The Network now is preparing to begin a trial of skin care for the prevention of nosocomial infection in extremely low birth weight infants (William H. Edwards, MD, Principal Investigator; Jeannette Connor, MS, MN, ARNP, Co-investigator, Dartmouth Hitchcock Medical Center). The primary goal of the study is to evaluate the impact of Aquaphor Original emollient ointment treatment during the first 2 weeks of life on the incidence of mortality and/or nosocomial bacterial sepsis for infants with birth weights of 501 to 1000 g. The premise of this trial is that skin breakdown and the resulting loss of integrity of the skin barrier lead to an increased risk of nosocomial infection. Data from one small trial suggest that this may be the case.19 The Network trial will enroll 800 infants and have sufficient power to detect a 10% absolute risk reduction (from 40% to 30%) in the combined rate of nosocomial infection or death in the target population.
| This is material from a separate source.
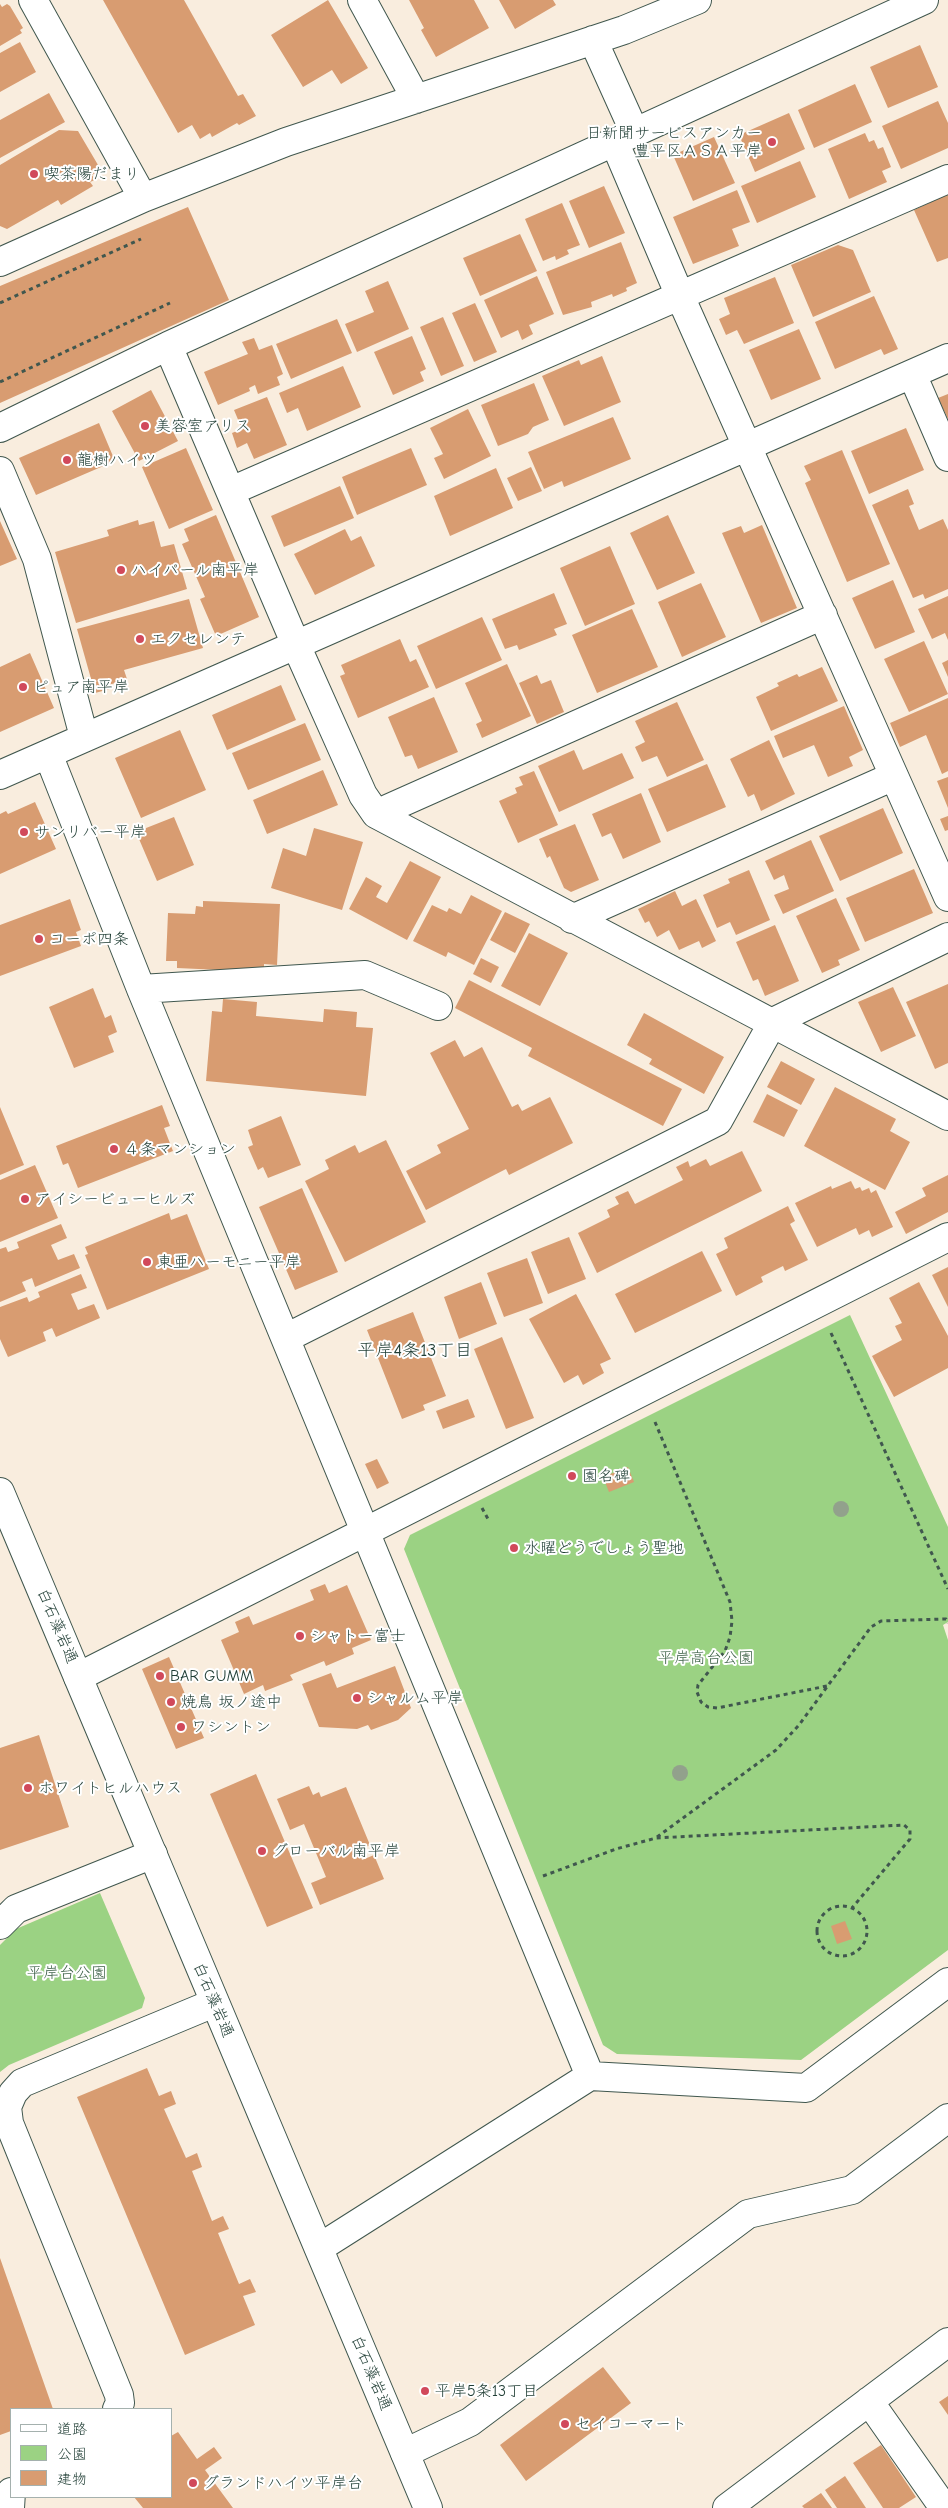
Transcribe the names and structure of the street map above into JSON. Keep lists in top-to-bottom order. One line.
{"streets":{"street":["白石藻岩通"]},"districts":["平岸4条13丁目"],"parks":["平岸高台公園","平岸台公園"],"places":["日新聞サービスアンカー 豊平区ＡＳＡ平岸","喫茶陽だまり","美容室アリス","龍樹ハイツ","ハイパール南平岸","エクセレンテ","ピュア南平岸","サンリバー平岸","コーポ四条","４条マンション","アイシービューヒルズ","東亜ハーモニー平岸","園名碑","水曜どうでしょう聖地","シャトー富士","BAR GUMM","シャルム平岸","焼鳥 坂ノ途中","ワシントン","ホワイトヒルハウス","グローバル南平岸","平岸5条13丁目","セイコーマート","グランドハイツ平岸台"],"legend":["道路","公園","建物"]}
Network trials are part of a coordinated strategy of research and quality improvement. Both the early corticosteroid trial and the skin care trial have direct links to Network quality-improvement projects described below in this article.
Dramatic variations in clinical practice and patient outcomes have been observed in a wide variety of medical settings.20Practices and outcomes vary among different physicians, geographic regions, and health care institutions. The goal of outcomes research is to identify and explain these variations. The Vermont Oxford Network Database demonstrates the presence of substantial variation among individual NICUs with respect to mortality, morbidity, and length of stay (LOS) for very low birth weight infants. Analyzing this variation, both over time and among different NICUs, has served as a focus for outcomes research in the Network.
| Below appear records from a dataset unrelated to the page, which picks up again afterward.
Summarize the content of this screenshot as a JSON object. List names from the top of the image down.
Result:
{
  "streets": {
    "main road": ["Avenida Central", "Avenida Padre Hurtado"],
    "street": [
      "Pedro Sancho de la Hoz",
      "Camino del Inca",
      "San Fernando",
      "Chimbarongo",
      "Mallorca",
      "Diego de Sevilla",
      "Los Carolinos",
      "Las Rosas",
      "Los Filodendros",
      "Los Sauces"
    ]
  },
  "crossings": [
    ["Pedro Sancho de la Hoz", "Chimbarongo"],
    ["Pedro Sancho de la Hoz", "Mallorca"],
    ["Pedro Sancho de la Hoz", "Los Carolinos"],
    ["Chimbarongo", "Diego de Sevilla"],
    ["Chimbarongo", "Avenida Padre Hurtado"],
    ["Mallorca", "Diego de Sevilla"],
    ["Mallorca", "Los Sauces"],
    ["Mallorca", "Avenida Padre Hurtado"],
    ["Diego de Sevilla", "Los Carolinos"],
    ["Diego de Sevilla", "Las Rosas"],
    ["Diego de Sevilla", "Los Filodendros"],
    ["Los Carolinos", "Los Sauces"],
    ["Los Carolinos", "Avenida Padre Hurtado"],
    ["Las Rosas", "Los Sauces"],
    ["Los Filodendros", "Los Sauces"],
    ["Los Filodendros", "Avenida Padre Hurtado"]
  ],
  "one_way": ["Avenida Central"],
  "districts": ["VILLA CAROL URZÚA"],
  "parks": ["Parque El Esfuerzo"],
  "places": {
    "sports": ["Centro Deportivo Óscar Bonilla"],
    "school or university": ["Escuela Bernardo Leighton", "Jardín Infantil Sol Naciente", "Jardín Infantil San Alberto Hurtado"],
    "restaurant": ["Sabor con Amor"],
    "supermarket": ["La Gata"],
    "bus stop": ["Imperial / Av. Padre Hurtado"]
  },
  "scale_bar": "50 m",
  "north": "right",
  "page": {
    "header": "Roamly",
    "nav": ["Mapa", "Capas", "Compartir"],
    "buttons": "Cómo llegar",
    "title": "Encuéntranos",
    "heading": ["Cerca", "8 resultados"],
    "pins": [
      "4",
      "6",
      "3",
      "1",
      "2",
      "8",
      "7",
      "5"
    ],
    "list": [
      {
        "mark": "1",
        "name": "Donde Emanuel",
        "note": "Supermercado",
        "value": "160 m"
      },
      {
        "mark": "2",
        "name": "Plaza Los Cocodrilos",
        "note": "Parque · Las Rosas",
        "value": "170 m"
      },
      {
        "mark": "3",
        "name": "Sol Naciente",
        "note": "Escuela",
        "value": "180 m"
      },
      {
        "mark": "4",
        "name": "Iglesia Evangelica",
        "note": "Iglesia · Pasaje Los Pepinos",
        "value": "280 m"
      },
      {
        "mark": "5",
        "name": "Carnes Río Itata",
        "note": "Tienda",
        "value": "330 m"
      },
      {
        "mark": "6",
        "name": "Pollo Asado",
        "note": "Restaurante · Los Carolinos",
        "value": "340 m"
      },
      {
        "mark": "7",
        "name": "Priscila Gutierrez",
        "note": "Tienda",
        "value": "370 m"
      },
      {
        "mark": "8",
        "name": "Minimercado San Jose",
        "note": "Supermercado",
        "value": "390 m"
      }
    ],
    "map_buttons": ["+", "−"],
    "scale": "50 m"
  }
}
The database has been used to evaluate the effect of antenatal steroid treatment on patient outcomes5,,6,9; to identify trends in morbidity, mortality, and clinical practices during the 1990s21; and to determine patient and hospital characteristics associated with the mortality risk.8Studies are in progress concerning delivery room resuscitation practices,22 the effects of intrauterine growth retardation on morbidity and mortality for premature infants, and the association of different levels of NICU care with outcomes.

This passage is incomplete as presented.